Des discussions sont-elles en cours pour créer une harmonisation des politiques ? Là encore, ce n’est pas le cas. “Il n'y a pas un mot dans la partie "Education" des Traités européens sur la promotion de l'égalité des sexes. Il n'y a même pas de recommandation, de "bonnes pratiques" à suivre”, détaille Isabelle Ory, correspondante d’Europe 1 à Bruxelles.
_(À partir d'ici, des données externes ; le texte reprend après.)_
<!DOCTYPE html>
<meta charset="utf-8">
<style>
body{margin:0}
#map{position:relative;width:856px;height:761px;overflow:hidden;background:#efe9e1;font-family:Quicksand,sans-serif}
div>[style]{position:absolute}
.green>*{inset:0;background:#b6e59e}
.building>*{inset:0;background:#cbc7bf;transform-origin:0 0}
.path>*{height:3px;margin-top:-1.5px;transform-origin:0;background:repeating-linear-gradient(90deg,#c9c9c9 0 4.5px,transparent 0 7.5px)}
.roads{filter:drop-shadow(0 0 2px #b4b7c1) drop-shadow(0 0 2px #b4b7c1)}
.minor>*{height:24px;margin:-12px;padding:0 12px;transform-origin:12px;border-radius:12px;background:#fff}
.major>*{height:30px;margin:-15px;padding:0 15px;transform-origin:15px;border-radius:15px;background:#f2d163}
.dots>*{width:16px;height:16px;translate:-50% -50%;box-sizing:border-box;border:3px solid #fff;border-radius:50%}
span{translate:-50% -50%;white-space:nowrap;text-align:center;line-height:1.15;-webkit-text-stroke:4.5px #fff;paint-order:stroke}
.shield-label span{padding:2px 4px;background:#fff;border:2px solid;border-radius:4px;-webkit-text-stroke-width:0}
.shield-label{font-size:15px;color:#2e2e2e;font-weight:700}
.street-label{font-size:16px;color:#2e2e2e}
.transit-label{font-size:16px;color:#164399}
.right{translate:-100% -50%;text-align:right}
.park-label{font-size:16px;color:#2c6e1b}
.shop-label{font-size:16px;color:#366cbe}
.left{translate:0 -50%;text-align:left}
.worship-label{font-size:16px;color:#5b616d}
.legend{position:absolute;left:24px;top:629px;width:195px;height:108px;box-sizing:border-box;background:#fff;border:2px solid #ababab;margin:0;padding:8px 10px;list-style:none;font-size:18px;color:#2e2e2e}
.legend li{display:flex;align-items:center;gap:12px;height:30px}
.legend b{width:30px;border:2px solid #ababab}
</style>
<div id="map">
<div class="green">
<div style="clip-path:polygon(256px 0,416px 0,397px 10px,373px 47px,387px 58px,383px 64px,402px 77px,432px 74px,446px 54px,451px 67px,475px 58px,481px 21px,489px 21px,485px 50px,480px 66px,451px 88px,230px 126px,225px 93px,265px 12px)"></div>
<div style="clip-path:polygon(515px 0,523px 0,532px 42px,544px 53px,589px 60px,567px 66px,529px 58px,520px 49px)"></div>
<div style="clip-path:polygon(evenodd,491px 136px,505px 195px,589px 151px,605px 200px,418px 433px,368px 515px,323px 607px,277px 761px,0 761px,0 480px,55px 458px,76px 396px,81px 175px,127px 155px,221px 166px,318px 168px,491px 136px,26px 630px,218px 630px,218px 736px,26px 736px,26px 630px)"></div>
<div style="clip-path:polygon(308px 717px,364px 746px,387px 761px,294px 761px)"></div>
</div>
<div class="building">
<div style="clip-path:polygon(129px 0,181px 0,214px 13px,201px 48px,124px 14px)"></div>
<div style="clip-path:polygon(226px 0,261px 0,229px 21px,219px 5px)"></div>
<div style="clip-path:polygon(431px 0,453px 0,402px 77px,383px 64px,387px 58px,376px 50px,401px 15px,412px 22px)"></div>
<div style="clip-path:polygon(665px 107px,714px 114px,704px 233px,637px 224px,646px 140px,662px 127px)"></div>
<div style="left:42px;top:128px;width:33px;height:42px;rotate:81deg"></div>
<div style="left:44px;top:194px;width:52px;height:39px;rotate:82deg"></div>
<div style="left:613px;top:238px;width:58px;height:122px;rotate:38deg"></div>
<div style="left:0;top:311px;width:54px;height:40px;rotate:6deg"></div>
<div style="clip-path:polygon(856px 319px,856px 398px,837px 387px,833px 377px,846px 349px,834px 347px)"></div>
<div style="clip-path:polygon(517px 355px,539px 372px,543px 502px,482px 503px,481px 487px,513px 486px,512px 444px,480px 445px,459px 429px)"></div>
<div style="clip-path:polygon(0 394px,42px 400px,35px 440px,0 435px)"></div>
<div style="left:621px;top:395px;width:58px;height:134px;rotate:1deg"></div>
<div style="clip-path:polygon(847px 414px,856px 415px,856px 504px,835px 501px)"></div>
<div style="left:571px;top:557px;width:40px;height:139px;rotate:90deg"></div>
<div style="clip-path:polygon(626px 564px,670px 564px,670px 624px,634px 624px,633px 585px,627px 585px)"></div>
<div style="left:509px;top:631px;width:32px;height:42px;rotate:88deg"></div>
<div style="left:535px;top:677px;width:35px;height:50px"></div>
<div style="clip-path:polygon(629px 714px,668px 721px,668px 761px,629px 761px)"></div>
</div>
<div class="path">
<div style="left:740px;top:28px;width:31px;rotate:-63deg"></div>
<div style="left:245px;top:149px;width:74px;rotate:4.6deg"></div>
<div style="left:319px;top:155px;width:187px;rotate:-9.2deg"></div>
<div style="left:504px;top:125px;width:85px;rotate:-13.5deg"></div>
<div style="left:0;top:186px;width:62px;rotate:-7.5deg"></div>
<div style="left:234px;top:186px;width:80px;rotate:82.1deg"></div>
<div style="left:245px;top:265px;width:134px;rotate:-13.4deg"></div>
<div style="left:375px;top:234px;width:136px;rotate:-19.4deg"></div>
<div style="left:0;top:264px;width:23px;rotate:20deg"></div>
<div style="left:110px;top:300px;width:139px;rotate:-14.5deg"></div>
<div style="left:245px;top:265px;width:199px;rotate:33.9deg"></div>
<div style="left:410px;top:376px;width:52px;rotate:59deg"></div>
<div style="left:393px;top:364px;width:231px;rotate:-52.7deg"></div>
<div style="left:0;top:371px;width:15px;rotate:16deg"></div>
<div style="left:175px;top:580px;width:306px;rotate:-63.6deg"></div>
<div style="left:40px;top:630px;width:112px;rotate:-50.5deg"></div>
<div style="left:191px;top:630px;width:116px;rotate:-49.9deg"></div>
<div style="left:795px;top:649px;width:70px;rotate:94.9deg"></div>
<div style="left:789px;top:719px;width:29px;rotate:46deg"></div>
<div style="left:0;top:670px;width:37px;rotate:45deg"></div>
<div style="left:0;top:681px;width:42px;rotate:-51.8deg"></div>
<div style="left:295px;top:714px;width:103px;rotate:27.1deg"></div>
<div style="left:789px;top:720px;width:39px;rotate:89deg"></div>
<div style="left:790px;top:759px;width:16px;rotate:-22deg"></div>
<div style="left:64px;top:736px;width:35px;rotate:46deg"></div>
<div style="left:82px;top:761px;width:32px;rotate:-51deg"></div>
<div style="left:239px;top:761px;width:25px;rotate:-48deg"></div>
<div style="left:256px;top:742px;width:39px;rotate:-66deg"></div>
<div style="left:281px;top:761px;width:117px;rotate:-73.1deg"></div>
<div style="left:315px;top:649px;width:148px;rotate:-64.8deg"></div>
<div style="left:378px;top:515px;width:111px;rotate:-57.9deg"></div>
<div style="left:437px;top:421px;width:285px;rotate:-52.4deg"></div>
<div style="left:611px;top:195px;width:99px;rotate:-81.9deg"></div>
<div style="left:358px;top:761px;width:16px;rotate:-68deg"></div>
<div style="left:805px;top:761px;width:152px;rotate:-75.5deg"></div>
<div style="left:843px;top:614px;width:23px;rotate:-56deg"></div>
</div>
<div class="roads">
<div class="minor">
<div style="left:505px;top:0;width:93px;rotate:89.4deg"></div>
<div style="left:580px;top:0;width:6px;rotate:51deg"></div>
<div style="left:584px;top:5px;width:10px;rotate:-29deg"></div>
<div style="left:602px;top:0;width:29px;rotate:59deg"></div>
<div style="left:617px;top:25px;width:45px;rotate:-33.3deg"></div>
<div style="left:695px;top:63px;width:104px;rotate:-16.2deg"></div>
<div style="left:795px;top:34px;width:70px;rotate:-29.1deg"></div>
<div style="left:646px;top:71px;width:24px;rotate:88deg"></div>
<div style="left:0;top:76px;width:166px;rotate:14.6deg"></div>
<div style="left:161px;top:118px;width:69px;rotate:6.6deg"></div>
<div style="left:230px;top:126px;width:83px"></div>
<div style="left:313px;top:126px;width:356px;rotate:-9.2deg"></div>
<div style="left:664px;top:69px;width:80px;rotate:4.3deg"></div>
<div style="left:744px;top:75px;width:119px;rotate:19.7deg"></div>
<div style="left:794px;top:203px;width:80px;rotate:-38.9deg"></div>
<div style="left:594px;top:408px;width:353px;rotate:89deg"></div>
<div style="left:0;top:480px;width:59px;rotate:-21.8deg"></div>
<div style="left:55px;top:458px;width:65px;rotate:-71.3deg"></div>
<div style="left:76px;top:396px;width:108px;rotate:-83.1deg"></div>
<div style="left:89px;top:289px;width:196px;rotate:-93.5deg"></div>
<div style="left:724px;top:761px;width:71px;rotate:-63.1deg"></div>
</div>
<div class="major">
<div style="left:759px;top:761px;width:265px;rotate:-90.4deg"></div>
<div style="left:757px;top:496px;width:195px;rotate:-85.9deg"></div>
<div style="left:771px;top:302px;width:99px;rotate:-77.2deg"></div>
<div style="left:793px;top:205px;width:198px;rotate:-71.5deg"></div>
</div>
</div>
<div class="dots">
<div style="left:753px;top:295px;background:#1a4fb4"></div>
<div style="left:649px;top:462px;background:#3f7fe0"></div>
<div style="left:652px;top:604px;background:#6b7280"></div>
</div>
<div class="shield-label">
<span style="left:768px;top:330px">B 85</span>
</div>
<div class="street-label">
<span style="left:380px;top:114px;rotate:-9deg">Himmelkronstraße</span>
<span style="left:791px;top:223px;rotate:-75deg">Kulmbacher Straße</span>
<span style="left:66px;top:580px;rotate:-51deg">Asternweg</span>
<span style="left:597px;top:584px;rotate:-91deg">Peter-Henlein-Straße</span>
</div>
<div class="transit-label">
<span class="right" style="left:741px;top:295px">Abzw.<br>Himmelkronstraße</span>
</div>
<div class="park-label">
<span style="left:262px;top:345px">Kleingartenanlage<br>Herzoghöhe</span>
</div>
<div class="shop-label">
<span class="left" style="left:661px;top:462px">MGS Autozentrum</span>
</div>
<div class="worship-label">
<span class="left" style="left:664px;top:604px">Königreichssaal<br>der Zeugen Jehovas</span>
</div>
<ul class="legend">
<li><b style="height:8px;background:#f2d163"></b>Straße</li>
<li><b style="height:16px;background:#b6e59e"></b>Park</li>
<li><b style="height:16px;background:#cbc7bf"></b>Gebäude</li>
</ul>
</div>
Concernant la condamnation de parents en Allemagne qui auraient refusé l’instauration de la “théorie du genre”, l’information est tronquée. Trois mères ont en effet été condamnées à de la prison ferme, huit jours pour les deux premières, 43 pour la seconde, entre 2010 et 2011. Ces condamnations, qui ont fait parler d’elles outre-Rhin, ne sont néanmoins pas liées à l’enseignement de la “théorie du genre”.

“Au début, c‘était les cours d’éducation sexuelle qui posaient problème, puis l’organisation d’une pièce de théâtre, ‘Mon corps n’appartient qu’à moi’, qui devait sensibiliser les enfants à la question de la pédophilie”, rappelle Hélène Kohl, correspondante d’Europe 1 à Berlin. “On est donc loin de la thématique du genre”.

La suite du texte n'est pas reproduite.